The Weibull distribution describes a family of probability distributions parametrized by a shape parameter and a scale parameter. It is frequently used to model the probability of failure by fitting its parameters to observed data. As a parametric method, it is less flexible than the nonparametric Kaplan-Meier estimation but is simpler and potentially easier to interpret.

The models.survival.fit_survival_function in the pvops.timeseries module implements the Weibull fitting when method=weibull' is used, shown below.

[7]:

col_dict = {'group_by': 'Asset', 'time_to_fail': 'days_until_failure', 'was_observed': 'was_observed'}
weibull_results = timeseries.models.survival.fit_survival_function(censored_om_df, col_dict, method='weibull')

And we can plot the Weibull results as well:

[8]:

plt.figure(figsize=(12,6))
assets = om_df['Asset'].unique()
colors = list(plt.cm.colors.BASE_COLORS.values())[:len(assets)]
days = range(censored_om_df['days_until_failure'].max())

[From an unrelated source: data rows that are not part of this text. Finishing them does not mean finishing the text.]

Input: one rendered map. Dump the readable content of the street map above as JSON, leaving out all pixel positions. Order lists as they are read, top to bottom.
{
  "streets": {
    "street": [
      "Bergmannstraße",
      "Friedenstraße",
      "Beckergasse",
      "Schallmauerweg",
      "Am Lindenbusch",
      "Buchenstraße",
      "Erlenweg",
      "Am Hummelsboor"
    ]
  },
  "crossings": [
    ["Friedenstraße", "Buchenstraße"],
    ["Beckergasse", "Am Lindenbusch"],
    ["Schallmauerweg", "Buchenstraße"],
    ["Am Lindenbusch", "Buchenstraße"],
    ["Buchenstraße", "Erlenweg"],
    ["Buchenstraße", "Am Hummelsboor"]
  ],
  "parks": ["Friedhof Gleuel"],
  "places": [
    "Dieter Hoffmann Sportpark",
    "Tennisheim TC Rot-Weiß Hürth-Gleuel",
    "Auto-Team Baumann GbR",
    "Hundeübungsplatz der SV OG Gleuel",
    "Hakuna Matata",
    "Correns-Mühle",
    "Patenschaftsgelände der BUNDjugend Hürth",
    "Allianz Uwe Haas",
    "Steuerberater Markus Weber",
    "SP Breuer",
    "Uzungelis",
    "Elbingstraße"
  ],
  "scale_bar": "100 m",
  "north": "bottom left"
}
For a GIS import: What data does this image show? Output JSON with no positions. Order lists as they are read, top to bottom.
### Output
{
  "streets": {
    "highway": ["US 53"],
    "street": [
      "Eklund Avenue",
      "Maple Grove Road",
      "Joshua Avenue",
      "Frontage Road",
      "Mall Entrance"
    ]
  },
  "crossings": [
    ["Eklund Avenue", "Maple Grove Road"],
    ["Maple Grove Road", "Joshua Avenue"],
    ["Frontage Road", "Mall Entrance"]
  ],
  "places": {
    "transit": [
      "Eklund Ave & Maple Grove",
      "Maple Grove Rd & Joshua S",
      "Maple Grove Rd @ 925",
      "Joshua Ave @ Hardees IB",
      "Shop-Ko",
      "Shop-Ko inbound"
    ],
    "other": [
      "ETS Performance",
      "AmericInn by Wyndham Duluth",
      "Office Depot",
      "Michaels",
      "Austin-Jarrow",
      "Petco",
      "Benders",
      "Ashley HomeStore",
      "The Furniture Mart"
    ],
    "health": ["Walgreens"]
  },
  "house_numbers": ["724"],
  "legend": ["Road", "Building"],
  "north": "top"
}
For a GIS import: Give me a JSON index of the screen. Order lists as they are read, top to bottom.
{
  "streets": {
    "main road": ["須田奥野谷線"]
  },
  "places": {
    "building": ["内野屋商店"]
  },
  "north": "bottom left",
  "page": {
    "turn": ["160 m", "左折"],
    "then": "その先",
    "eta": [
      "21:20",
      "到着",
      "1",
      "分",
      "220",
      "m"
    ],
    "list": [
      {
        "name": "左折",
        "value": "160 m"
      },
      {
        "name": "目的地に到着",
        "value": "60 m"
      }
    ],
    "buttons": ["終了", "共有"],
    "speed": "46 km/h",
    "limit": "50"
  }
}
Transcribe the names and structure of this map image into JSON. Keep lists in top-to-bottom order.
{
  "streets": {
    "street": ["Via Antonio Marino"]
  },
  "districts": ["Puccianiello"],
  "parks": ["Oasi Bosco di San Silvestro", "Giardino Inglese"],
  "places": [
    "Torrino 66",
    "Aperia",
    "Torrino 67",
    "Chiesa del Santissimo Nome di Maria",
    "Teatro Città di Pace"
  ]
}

for asset, color in zip(assets, colors):
    fitted_weibull = weibull_results[asset]['distribution']
    weibull_probs = fitted_weibull.sf(days)
    plt.plot(days, weibull_probs, color=color, label=asset)

plt.legend();
plt.grid();
plt.xlim(0,None);
plt.ylim(0,1);
plt.xlabel('Days since site commissioning')
plt.ylabel('Survival probability');

../../_images/pages_tutorials_tutorial_timeseries_survival_analysis_22_0.png

We can also extract the coefficients and format them into a table for analysis:

[10]:

parameters = [list(series.values())[:-1] for series in weibull_results.values()]
param_df = pd.DataFrame(parameters, index=weibull_results.keys(), columns=['shape', 'scale'])
param_df

[10]:

	shape	scale
Other	0.932064	823.962180
Transformer	0.875983	7396.679666
Inverter	0.943692	961.246107
Tracker	0.724652	14380.096078
Facility	0.742765	1430.950715
Combiner	0.850317	1986.362160

We can see that all asset types have shape parameters < 1, indicating the rates of failure decreases over time for all asset types. Inverters see the slowest reduction in failure rate, while trackers have the fastest.